How to write a (short) analysis of a scientific paper: Think of the paper you write as an analysis aimed at someone who has not necessarily read the paper. We want to see that YOU understand what the paper is saying (that’s why we don’t want you to include only critique. Also, note that an analysis (critique) need NOT be negative. If the paper is stellar, you might be hard pressed to find something negative to say; if so, comment on the ways in which the paper is excellent!
To help you approach the assignment systematically, we’d like you to follow the template below (at least until we think you are good enough at this to deviate from the template).
Our suggested organization:
- Your introductory paragraph should be an introduction to your analysis, and include a very brief summary of the paper, including its significance/motivation/context and findings/conclusions/recommendations. You might have a brief overview of your own critique – is it generally a good paper? what is the best thing about the paper? what is the worst? Overall, you will be trying to say here whether the author(s) provide adequate evidence to convince you of the findings, whether you think the paper is generally coherent/well-written. you could add whether you think the paper is appropriate for the audience (but this is something you might not know much about – yet! Be sure you say what problem the authors are solving.

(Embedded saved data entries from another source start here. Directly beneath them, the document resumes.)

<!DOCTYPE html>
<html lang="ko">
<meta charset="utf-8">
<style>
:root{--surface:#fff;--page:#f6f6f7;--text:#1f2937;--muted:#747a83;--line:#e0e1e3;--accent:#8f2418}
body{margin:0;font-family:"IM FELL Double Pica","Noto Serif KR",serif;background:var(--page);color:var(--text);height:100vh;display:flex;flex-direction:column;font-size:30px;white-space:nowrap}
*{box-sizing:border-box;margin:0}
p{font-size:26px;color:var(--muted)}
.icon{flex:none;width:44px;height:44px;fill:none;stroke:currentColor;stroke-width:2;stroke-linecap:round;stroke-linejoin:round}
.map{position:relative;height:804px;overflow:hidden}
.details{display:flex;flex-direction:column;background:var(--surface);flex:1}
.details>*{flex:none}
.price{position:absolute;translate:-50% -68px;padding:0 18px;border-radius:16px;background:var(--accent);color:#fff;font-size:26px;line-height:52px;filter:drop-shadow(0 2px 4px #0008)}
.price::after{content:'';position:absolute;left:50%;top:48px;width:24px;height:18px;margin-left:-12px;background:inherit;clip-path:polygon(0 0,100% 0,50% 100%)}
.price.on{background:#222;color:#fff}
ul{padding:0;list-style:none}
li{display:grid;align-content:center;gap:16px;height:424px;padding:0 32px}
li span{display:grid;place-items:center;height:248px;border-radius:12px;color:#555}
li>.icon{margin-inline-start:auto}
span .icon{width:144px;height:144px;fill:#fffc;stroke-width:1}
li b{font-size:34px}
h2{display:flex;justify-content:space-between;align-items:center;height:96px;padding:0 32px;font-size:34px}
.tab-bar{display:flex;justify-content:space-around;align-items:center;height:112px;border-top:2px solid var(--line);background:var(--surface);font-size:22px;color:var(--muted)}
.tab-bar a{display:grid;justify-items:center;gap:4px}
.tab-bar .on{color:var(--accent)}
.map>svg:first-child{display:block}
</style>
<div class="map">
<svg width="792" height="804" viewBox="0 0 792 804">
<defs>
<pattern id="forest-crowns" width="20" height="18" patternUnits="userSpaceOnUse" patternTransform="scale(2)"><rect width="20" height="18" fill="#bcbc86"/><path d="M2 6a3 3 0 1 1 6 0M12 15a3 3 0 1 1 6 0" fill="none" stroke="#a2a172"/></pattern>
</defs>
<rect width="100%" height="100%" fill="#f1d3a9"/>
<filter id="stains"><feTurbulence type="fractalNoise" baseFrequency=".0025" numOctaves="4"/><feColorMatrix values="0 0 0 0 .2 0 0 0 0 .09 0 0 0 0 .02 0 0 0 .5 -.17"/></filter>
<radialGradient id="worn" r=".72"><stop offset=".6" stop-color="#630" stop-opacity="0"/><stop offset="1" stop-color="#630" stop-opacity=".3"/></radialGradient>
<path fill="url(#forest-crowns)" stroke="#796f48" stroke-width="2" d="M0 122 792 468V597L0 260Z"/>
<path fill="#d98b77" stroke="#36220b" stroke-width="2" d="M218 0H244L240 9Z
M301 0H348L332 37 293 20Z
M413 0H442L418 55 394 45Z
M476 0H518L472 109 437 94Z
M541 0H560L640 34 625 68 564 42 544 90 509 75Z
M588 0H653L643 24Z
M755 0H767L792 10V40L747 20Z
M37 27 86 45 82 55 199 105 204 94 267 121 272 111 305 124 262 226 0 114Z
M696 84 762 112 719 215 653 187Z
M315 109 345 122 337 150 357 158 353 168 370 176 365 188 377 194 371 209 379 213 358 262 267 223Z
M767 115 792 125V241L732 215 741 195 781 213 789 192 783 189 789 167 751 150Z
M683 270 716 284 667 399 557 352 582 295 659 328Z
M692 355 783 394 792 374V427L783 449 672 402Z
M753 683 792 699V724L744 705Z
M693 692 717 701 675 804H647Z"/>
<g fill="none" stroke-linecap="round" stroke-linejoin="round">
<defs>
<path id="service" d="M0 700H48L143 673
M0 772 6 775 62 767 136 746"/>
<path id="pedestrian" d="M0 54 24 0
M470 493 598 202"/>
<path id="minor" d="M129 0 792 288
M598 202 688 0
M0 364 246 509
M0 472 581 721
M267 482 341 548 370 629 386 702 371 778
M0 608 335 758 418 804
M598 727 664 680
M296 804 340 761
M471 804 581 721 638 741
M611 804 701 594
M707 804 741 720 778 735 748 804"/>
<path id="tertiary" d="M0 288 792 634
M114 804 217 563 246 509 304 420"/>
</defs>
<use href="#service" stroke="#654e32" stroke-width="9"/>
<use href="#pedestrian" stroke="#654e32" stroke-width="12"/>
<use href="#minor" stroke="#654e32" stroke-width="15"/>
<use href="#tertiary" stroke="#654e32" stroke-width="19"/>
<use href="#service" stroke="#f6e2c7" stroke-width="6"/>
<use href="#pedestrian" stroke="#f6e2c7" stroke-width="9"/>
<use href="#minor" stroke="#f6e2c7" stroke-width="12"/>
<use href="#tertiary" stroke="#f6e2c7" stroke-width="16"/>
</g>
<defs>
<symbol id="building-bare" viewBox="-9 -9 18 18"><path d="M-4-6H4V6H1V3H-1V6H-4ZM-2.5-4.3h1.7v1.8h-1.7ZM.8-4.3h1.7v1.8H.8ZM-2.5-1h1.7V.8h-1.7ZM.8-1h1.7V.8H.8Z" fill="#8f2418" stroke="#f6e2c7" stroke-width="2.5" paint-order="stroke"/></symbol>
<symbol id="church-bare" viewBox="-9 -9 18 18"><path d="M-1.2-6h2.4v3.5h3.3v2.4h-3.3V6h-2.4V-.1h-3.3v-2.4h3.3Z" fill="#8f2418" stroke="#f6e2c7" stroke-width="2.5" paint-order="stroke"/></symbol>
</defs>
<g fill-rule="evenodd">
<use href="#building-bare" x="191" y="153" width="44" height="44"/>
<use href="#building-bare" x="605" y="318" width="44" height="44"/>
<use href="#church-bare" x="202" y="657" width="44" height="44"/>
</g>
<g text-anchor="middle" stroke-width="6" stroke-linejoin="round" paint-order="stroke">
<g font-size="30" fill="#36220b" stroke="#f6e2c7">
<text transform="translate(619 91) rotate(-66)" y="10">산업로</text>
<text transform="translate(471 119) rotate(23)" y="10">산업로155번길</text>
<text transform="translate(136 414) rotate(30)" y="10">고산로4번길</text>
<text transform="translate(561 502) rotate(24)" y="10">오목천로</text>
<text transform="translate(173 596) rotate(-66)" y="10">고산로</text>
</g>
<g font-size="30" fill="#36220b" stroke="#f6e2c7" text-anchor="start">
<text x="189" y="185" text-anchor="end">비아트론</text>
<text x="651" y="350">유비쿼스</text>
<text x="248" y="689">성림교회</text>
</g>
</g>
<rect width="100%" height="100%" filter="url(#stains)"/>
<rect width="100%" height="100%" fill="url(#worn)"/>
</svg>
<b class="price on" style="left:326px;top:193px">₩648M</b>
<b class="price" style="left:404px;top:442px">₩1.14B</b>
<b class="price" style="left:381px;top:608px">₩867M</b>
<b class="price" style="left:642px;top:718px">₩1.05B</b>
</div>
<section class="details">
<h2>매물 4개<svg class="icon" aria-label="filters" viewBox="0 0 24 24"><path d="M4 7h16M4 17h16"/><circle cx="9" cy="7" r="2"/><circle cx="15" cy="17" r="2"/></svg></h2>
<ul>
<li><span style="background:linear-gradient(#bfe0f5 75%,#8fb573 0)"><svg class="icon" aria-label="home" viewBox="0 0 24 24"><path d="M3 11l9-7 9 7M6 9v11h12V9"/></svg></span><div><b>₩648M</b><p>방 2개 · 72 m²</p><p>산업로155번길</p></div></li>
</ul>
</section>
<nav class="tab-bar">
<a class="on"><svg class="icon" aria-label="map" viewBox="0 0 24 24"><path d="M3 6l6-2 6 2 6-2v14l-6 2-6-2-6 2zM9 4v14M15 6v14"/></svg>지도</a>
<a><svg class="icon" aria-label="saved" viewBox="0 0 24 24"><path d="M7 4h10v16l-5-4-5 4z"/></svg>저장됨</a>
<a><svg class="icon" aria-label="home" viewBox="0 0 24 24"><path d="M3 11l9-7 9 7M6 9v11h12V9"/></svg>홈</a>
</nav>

- Very briefly describe the approach, including what prior work had been done and where this work fits.
- Describe what work the authors did to create their software or research outcome.
- Results and conclusions. What are the major results of the work? What conclusions were drawn? What (management) recommendations (if any) made? What future or follow-on work suggested? Your analysis of this should be whether the author convinced you of his/her conclusions. Were the evidence sufficient?
- Your conclusions. In your estimation, overall, is this a good or bad paper? Would you recommend it to others? to whom? Justify your conclusions by focusing on the main (overall) points in your analysis/critique. As a summary, you might say what you suggest as future or follow-on work to this. (just because there remains work to be done, btw, does not mean the paper was a bad one; a paper that suggests lots of additional work might be fabulous!)